South Western Sydney Clinical Campus, School of Clinical Medicine, UNSW, Sydney, New South Wales, Australia; Ingham Institute for Applied Medical Research, Liverpool, New South Wales, Australia; South Western Sydney Cancer Services, NSW Health, Sydney, New South Wales, Australia.
South Western Sydney Clinical Campus, School of Clinical Medicine, UNSW, Sydney, New South Wales, Australia; Ingham Institute for Applied Medical Research, Liverpool, New South Wales, Australia; South Western Sydney Cancer Services, NSW Health, Sydney, New South Wales, Australia.
Clin Oncol (R Coll Radiol). 2024 Jul;36(7):e197-e208. doi: 10.1016/j.clon.2024.03.008. Epub 2024 Mar 16.
The objective of this study was to develop a two-year overall survival model for inoperable stage I-III non-small cell lung cancer (NSCLC) patients using routine radiation oncology data over a federated (distributed) learning network and evaluate the potential of decision support for curative versus palliative radiotherapy.

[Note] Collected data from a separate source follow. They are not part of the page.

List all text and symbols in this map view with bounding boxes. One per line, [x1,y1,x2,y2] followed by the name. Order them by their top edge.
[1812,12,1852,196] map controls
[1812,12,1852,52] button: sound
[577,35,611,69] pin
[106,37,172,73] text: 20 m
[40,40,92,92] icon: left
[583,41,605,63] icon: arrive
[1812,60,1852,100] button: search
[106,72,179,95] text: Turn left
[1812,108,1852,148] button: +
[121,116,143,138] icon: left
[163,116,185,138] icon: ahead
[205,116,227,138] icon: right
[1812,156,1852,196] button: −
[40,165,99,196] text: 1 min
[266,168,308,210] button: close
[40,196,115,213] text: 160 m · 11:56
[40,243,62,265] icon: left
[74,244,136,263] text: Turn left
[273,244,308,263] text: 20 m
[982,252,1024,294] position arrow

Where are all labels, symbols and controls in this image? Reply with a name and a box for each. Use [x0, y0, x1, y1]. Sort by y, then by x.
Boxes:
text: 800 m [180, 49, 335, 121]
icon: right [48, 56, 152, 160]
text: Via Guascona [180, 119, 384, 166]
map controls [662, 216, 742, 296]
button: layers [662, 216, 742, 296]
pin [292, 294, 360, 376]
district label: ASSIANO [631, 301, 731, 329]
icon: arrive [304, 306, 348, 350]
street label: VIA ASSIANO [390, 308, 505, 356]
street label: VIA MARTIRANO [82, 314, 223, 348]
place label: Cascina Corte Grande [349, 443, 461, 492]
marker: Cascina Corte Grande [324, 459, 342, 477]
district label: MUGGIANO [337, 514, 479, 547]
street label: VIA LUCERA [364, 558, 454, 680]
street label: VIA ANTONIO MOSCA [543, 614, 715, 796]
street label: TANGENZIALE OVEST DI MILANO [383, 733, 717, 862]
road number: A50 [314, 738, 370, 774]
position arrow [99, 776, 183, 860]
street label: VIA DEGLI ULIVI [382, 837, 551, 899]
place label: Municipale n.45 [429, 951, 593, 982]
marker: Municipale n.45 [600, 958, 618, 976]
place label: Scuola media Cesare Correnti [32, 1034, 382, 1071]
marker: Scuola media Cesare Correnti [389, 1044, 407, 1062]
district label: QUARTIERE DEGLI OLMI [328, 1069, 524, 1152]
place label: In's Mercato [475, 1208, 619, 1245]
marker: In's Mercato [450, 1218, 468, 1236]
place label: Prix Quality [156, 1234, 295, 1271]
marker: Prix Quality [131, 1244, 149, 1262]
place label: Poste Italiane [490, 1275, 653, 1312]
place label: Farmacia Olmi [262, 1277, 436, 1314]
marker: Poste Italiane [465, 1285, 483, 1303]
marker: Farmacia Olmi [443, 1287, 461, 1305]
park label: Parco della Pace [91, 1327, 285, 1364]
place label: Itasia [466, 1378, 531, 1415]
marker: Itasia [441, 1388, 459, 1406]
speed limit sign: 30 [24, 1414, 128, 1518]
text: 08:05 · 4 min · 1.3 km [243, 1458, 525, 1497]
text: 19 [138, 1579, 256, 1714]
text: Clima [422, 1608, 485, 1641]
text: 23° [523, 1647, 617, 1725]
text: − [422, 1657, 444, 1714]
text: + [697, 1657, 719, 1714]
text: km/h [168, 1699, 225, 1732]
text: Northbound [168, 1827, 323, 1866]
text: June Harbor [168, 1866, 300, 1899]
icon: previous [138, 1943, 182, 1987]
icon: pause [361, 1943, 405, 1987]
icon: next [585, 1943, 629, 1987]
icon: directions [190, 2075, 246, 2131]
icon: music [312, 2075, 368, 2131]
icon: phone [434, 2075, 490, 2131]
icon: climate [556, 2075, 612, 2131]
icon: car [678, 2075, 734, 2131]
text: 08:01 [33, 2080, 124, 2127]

A federated infrastructure of data extraction, de-identification, standardisation, image analysis, and modelling was installed for seven clinics to obtain clinical and imaging features and survival information for patients treated in 2011-2019. A logistic regression model was trained for the 2011-2016 curative patient cohort and validated for the 2017-2019 cohort. Features were selected with univariate and model-based analysis and optimised using bootstrapping. System performance was assessed by the receiver operating characteristic (ROC) and corresponding area under curve (AUC), C-index, calibration metrics and Kaplan-Meier survival curves, with risk groups defined by model probability quartiles. Decision support was evaluated using a case-control analysis using propensity matching between treatment groups.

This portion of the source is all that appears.